Tuesday, 22 February 2011

SQL Server “Denali” Integration Services – Projects and Parameters

Some previous posts in this blog have discussed new features in the SQL Server “Denali” database engine. For this post however, I want to focus on some of the key enhancements in SQL Server “Denali” Integration Services (SSIS). SSIS first appeared in SQL Server 2005 as an evolution of the Data Transformation Services (DTS) component in previous releases, and has steadily become a core element of Extract, Transform, and Load (ETL) operations for many data warehousing implementations.

The big news in the “Denali” release of SQL Server Integration Services, is a whole new deployment model for SSIS solutions.
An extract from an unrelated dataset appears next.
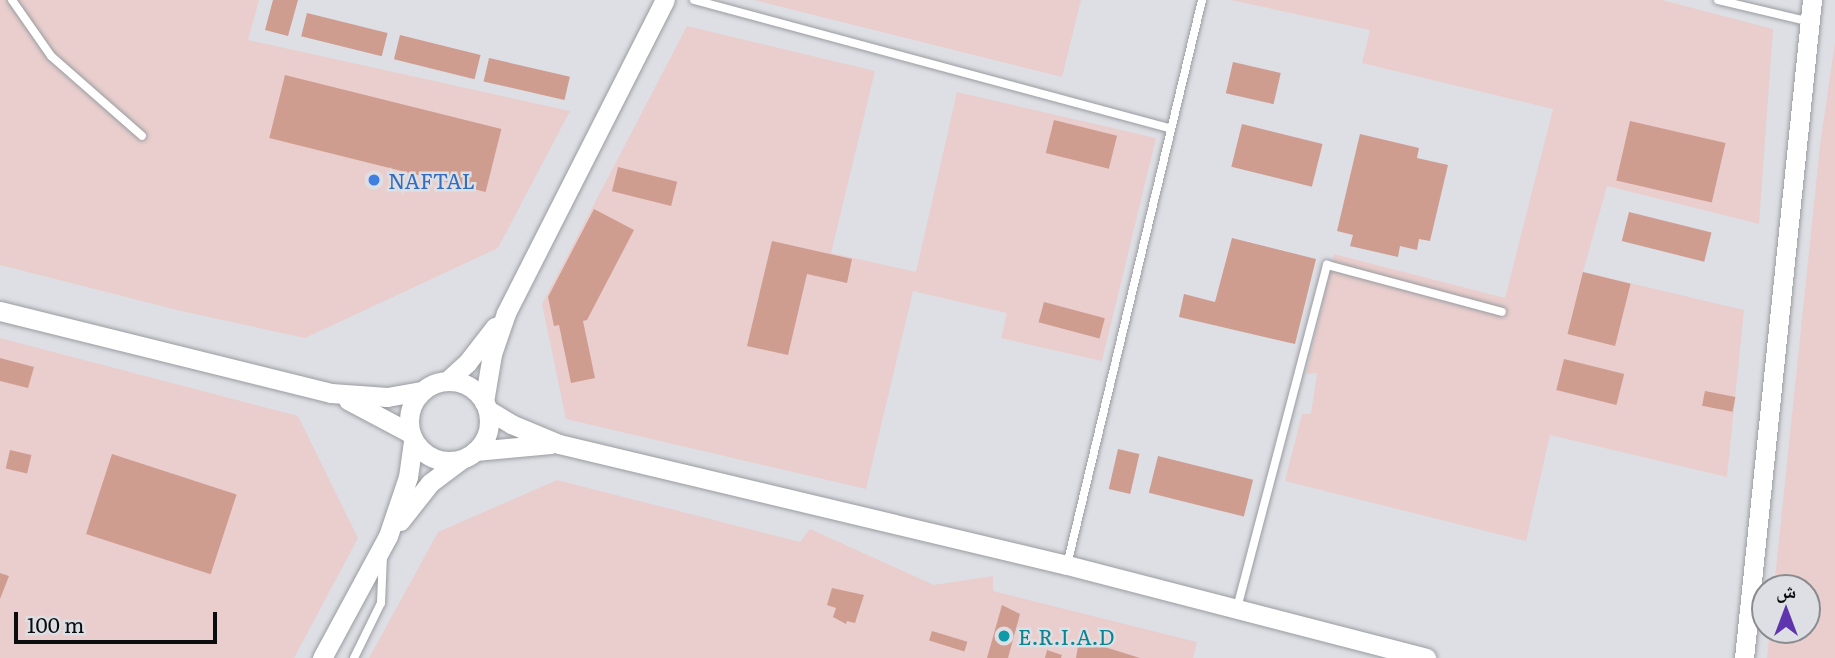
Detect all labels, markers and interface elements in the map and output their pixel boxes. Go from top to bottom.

In previous releases, the only available unit of deployment is the package (a .dtsx file), and this could be deployed either to the file system or to the MSDB database in a SQL Server instance. This single-package deployment model is at-odds with the development model for SSIS solutions, in which a developer can create a single project that contains multiple packages. Prior to “Denali”, each package must be deployed and any variables that need to be set at runtime must be managed through a package configuration for each individual package. SSIS in “Denali” still supports this “legacy” deployment model, but now also supports project-level deployment to a the new Integration Services Catalog, and project-level parameters that can be used to set variables across multiple packages within a project.

The first thing you need to do to take advantage of this new deployment model, is to create an Integration Services catalog on an instance of SQL Server. The Integration Services catalog is a central database in which SSIS projects can be stored and managed, and you can have one catalog per SQL Server instance. The Integration Services catalog uses the SQLCLR (the .NET common language runtime hosted within SQL Server), so you need to enable this first by using the following Transact-SQL:

sp_configure 'show advanced options', 1;

GO

RECONFIGURE;

GO

sp_configure 'clr enabled', 1;

GO

RECONFIGURE;

GO

Now you’re ready to create an Integration Services catalog, which you can in SQL Server Management Studio as shown here.

Picture1

When you create the Integration Services catalog, you’re prompted for a password that can be used to protect the databases master key used to encrypt the data.

Picture2

 Picture3

After clicking OK, refreshing the Object Explorer view reveals two new items as shown here. The first is a database named SSISDB, and the second is an SSISDB node beneath the Integration Services folder. The database is a regular SQL Server database that contains a number of tables, views, and stored procedures that you can use to manage and run SSIS projects and packages stored in the catalog. It is also where the projects and  packages in your catalog are physically stored. The SSISDB node under the Integration Services folder provides a management interface for the catalog and enables you to define a logical folder structure for your catalog.

Picture4

To create a folder in your catalog, simply right-click the SSISDB node under the Integration Services folder, and click Create Folder.  Here I’ve created a folder with the imaginative name My Folder. Note that subfolders named Projects and Environments have automatically been created – we’ll return to these later.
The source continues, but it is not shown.